→ **What is expected**:
Wherever the line with "font-size:24px; color:#175351; font-weight:700" sits in the listing below, transcribe from it up to and including the line with "position:absolute; left:1306px; top:620px;", exactly, and leave the remaining lines out.

[Information shown — start]

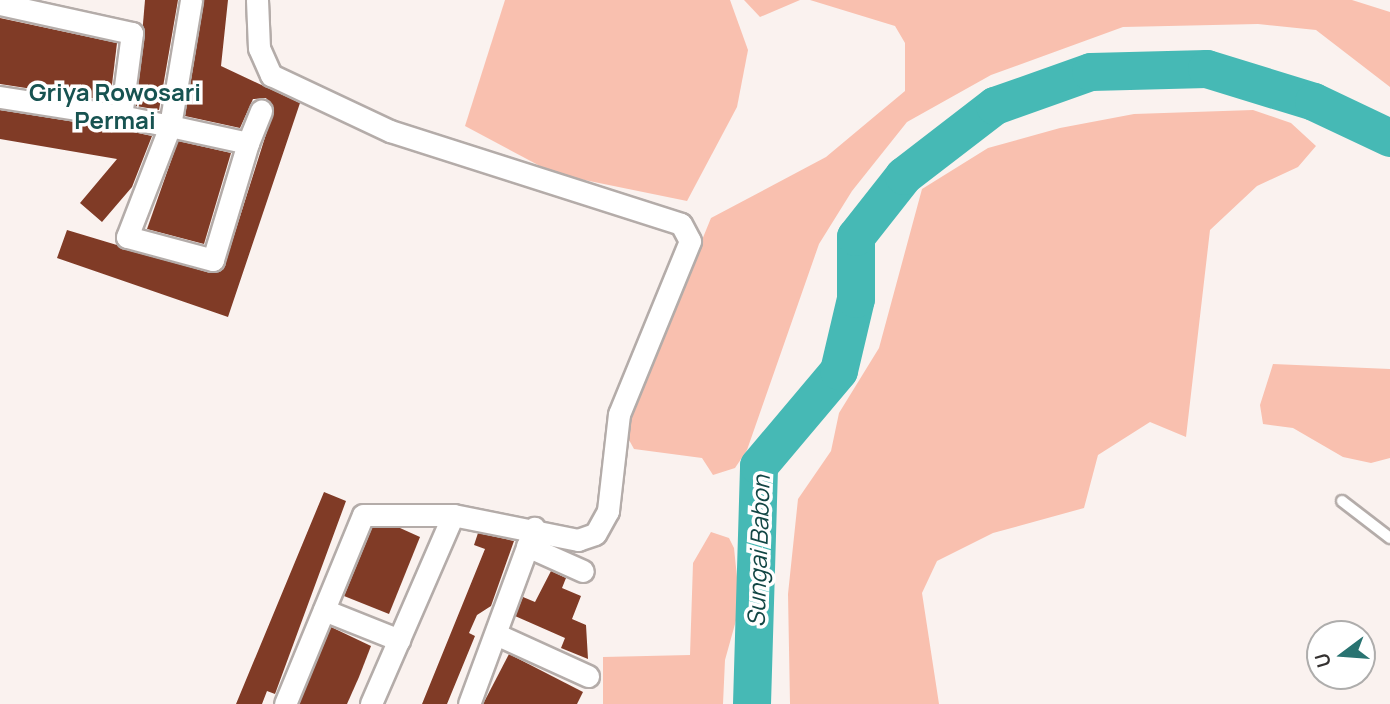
<!DOCTYPE html>
<html>
<head>
<meta charset="utf-8">
<style>
	body { margin:0 }
	#map { position:relative; width:1390px; height:704px; overflow:hidden; background:#faf2ef; font-family:Manrope,sans-serif }
	div>[style] { position:absolute }
	.green>* { inset:0; background:#f9c0af }
	.river>* { height:38px; margin:-19px; padding:0 19px; transform-origin:19px; border-radius:19px; background:#46b9b5 }
	.building>* { inset:0; background:#803b26 }
	.roads { filter:drop-shadow(2px 0 #b4aca9) drop-shadow(-2px 0 #b4aca9) drop-shadow(0 2px #b4aca9) drop-shadow(0 -2px #b4aca9) }
	.service>* { height:10px; margin:-5px; padding:0 5px; transform-origin:5px; border-radius:5px; background:#fff }
	.minor>* { height:21px; margin:-10.5px; padding:0 10.5px; transform-origin:10.5px; border-radius:10.5px; background:#fff }
	span { translate:-50% -50%; white-space:nowrap; text-align:center; line-height:1.15; -webkit-text-stroke:7px #fff; paint-order:stroke }
	.neighbourhood-label { font-size:24px; color:#175351; font-weight:700 }
	.water-label { font-size:24px; color:#124644; font-style:italic }
	.north { position:absolute; left:1306px; top:620px; width:70px; height:70px; box-sizing:border-box; background:#fff; border:2px solid #aeadac; border-radius:50%; rotate:254deg; font-size:19px; font-weight:700; line-height:28px; text-align:center; color:#343130 }
	.north::after { content:''; display:block; margin:auto; width:24px; height:32px; background:#297371; clip-path:polygon(50% 0,100% 100%,50% 72%,0 100%) }
</style>
</head>
<body>
<div id="map">
	<div class="green">
		<div style="clip-path:polygon(505px 0,730px 0,748px 50px,737px 107px,687px 201px,555px 174px,465px 126px)"></div>
		<div style="clip-path:polygon(744px 0,800px 0,760px 17px)"></div>
		<div style="clip-path:polygon(810px 0,1352px 0,1390px 12px,1390px 87px,1316px 30px,1258px 24px,1123px 27px,991px 75px,907px 122px,852px 191px,819px 244px,747px 450px,735px 468px,713px 475px,702px 458px,634px 449px,624px 431px,711px 218px,826px 157px,905px 91px,905px 43px,895px 26px)"></div>
		<div style="clip-path:polygon(1253px 110px,1291px 123px,1316px 146px,1298px 167px,1257px 186px,1210px 230px,1186px 437px,1150px 422px,1098px 455px,1084px 508px,993px 533px,937px 561px,922px 593px,939px 704px,790px 704px,788px 594px,798px 499px,831px 451px,839px 413px,879px 348px,922px 189px,988px 148px,1060px 128px,1134px 114px)"></div>
		<div style="clip-path:polygon(1273px 364px,1390px 369px,1390px 458px,1371px 463px,1343px 457px,1293px 428px,1263px 424px,1260px 405px)"></div>
		<div style="clip-path:polygon(711px 532px,729px 538px,734px 548px,740px 606px,725px 660px,723px 704px,603px 704px,603px 657px,690px 655px,693px 563px)"></div>
	</div>
	<div class="river">
		<div style="left:752px;top:704px;width:238px;rotate:-88.3deg"></div>
		<div style="left:759px;top:466px;width:124px;rotate:-49.9deg"></div>
		<div style="left:839px;top:371px;width:74px;rotate:-76.7deg"></div>
		<div style="left:856px;top:299px;width:62px;rotate:-90deg"></div>
		<div style="left:856px;top:237px;width:78px;rotate:-51.8deg"></div>
		<div style="left:904px;top:176px;width:115px;rotate:-37.6deg"></div>
		<div style="left:995px;top:106px;width:102px;rotate:-19.5deg"></div>
		<div style="left:1091px;top:72px;width:116px;rotate:-1.5deg"></div>
		<div style="left:1207px;top:69px;width:112px;rotate:17.1deg"></div>
		<div style="left:1314px;top:102px;width:84px;rotate:25.3deg"></div>
	</div>
	<div class="building">
		<div style="clip-path:polygon(145px 0,178px 0,159px 110px,136px 106px)"></div>
		<div style="clip-path:polygon(204px 0,228px 0,221px 66px,300px 103px,228px 317px,57px 258px,67px 230px,210px 273px,225px 264px,274px 109px,266px 98px,253px 99px,240px 128px,185px 116px)"></div>
		<div style="clip-path:polygon(0 18px,117px 43px,110px 101px,0 84px)"></div>
		<div style="clip-path:polygon(0 110px,119px 129px,152px 136px,132px 187px,102px 222px,80px 203px,117px 159px,0 139px)"></div>
		<div style="clip-path:polygon(178px 141px,231px 153px,204px 244px,147px 229px)"></div>
		<div style="clip-path:polygon(324px 492px,346px 501px,275px 694px,267px 691px,262px 704px,236px 704px)"></div>
		<div style="clip-path:polygon(372px 528px,400px 528px,420px 537px,389px 614px,344px 596px)"></div>
		<div style="clip-path:polygon(478px 533px,514px 541px,491px 606px,477px 615px,469px 633px,475px 636px,447px 704px,422px 704px,485px 549px,474px 545px)"></div>
		<div style="clip-path:polygon(551px 571px,566px 578px,562px 588px,581px 596px,572px 619px,586px 625px,588px 659px,561px 648px,565px 638px,515px 616px,523px 597px,535px 602px)"></div>
		<div style="clip-path:polygon(331px 627px,371px 646px,359px 677px,347px 704px,299px 704px)"></div>
		<div style="clip-path:polygon(509px 654px,583px 692px,577px 704px,483px 704px)"></div>
	</div>
	<div class="roads">
		<div class="service">
			<div style="left:1342px;top:501px;width:61px;rotate:37.6deg"></div>
		</div>
		<div class="minor">
			<div style="left:257px;top:0;width:48px;rotate:87.6deg"></div>
			<div style="left:259px;top:48px;width:30px;rotate:66deg"></div>
			<div style="left:271px;top:75px;width:132px;rotate:25.2deg"></div>
			<div style="left:390px;top:131px;width:305px;rotate:17.7deg"></div>
			<div style="left:681px;top:224px;width:19px;rotate:62deg"></div>
			<div style="left:690px;top:241px;width:187px;rotate:112.3deg"></div>
			<div style="left:619px;top:414px;width:98px;rotate:96.5deg"></div>
			<div style="left:608px;top:511px;width:26px;rotate:119deg"></div>
			<div style="left:595px;top:534px;width:18px;rotate:161deg"></div>
			<div style="left:578px;top:540px;width:127px;rotate:-168.7deg"></div>
			<div style="left:453px;top:515px;width:206px;rotate:113.5deg"></div>
			<div style="left:0;top:4px;width:135px;rotate:12.4deg"></div>
			<div style="left:132px;top:33px;width:84px;rotate:97.5deg"></div>
			<div style="left:0;top:97px;width:122px;rotate:8.9deg"></div>
			<div style="left:121px;top:116px;width:50px;rotate:11.5deg"></div>
			<div style="left:170px;top:126px;width:80px;rotate:12.3deg"></div>
			<div style="left:248px;top:143px;width:122px;rotate:106.7deg"></div>
			<div style="left:213px;top:260px;width:89px;rotate:-165deg"></div>
			<div style="left:127px;top:237px;width:119px;rotate:-68.8deg"></div>
			<div style="left:170px;top:126px;width:128px;rotate:-80.5deg"></div>
			<div style="left:248px;top:143px;width:35px;rotate:-68deg"></div>
			<div style="left:527px;top:546px;width:61px;rotate:24.1deg"></div>
			<div style="left:324px;top:610px;width:81px;rotate:21.8deg"></div>
			<div style="left:498px;top:635px;width:99px;rotate:24.5deg"></div>
			<div style="left:285px;top:704px;width:204px;rotate:-67.6deg"></div>
			<div style="left:363px;top:515px;width:90px"></div>
			<div style="left:469px;top:704px;width:188px;rotate:-69.7deg"></div>
		</div>
	</div>
	<div class="neighbourhood-label">
		<span style="left:115px;top:106px">Griya Rowosari<br>Permai</span>
	</div>
	<div class="water-label">
		<span style="left:758px;top:551px;rotate:-88deg">Sungai Babon</span>
	</div>
	<div class="north">U</div>
</div>
</body>
</html>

[Information shown — finish]

→ **Exercise solution**:
	.neighbourhood-label { font-size:24px; color:#175351; font-weight:700 }
	.water-label { font-size:24px; color:#124644; font-style:italic }
	.north { position:absolute; left:1306px; top:620px; width:70px; height:70px; box-sizing:border-box; background:#fff; border:2px solid #aeadac; border-radius:50%; rotate:254deg; font-size:19px; font-weight:700; line-height:28px; text-align:center; color:#343130 }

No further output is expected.